Check the records below line by line for the string "dash". Give the number of lines that contain it and nothing else.

Entries shown
____
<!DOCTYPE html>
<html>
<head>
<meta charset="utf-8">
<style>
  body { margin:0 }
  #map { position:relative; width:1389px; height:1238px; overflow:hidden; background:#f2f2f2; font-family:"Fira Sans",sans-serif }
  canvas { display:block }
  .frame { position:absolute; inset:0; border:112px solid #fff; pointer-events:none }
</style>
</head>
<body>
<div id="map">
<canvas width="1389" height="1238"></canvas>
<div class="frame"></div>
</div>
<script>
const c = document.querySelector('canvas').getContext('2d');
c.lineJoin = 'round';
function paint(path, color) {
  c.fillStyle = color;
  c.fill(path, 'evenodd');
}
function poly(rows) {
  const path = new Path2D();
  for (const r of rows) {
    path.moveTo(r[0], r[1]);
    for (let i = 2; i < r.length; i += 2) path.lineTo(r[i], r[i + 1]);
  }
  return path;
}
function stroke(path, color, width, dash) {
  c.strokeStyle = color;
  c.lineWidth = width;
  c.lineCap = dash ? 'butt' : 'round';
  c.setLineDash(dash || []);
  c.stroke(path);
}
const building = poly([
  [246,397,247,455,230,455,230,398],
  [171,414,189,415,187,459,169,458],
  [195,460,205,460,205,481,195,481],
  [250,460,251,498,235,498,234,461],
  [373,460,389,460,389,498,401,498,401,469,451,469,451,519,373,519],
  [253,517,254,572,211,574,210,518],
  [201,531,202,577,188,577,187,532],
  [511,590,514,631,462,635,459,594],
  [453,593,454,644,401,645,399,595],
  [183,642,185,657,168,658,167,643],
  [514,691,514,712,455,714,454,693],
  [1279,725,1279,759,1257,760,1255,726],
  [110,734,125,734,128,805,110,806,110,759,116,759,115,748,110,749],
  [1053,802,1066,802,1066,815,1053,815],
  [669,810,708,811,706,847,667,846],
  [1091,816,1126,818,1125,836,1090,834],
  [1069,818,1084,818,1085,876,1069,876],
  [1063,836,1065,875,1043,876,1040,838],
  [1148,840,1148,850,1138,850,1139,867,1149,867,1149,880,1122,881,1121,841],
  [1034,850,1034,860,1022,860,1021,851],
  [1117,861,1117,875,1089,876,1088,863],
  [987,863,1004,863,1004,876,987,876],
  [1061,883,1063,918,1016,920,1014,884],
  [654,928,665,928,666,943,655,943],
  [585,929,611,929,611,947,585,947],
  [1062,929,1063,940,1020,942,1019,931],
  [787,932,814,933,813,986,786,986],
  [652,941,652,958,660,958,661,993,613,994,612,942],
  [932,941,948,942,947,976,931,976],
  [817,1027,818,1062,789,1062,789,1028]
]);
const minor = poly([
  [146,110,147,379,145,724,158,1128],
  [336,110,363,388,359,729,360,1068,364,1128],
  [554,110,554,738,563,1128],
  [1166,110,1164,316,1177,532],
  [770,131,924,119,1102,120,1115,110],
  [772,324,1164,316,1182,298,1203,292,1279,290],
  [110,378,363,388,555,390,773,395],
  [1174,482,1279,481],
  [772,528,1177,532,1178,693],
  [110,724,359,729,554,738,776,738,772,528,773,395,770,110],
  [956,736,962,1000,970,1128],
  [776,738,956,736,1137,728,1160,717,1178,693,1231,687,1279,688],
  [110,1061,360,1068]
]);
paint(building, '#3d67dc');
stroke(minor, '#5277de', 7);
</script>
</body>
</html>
____
Worked solution
3